• **Your instructions**:
Give back each line of the data exactly as it reads, minus the pictures.

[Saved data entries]
____
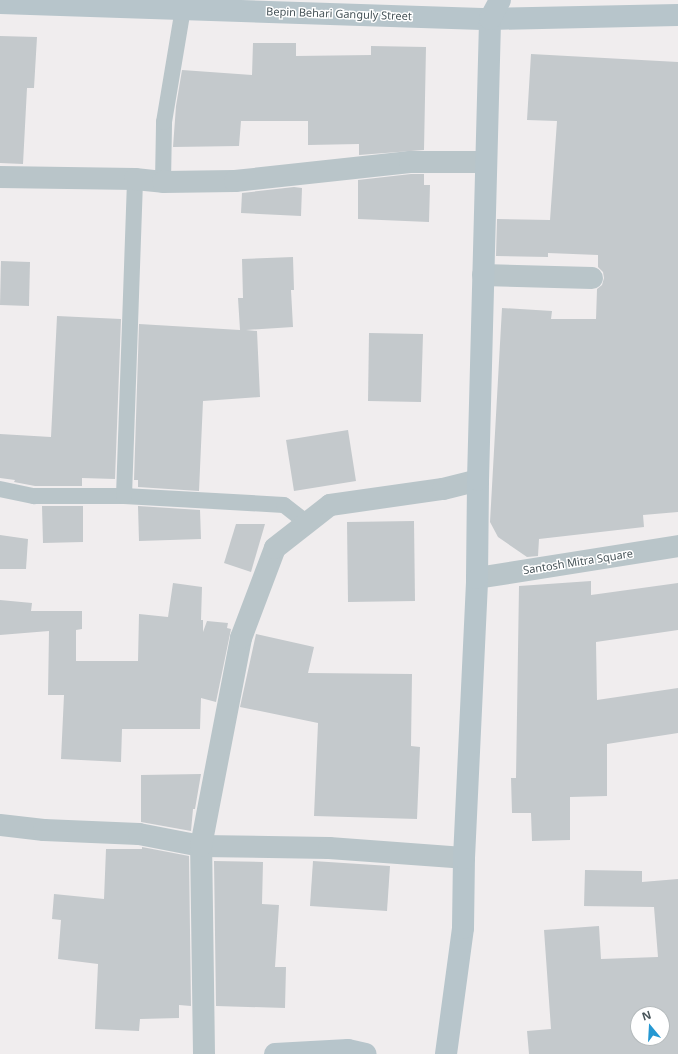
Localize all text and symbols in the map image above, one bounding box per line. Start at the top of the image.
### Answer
street label: Bepin Behari Ganguly Street [266,5,412,23]
street label: Santosh Mitra Square [522,547,634,577]
north arrow [630,1006,670,1046]
text: N [640,1007,653,1024]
____
• **Result of the task**:
Localize all text and symbols in the map image above, one bounding box per line. Start at the top of the image.
### Answer
street label: Bepin Behari Ganguly Street [266,5,412,23]
street label: Santosh Mitra Square [522,547,634,577]
north arrow [630,1006,670,1046]
text: N [640,1007,653,1024]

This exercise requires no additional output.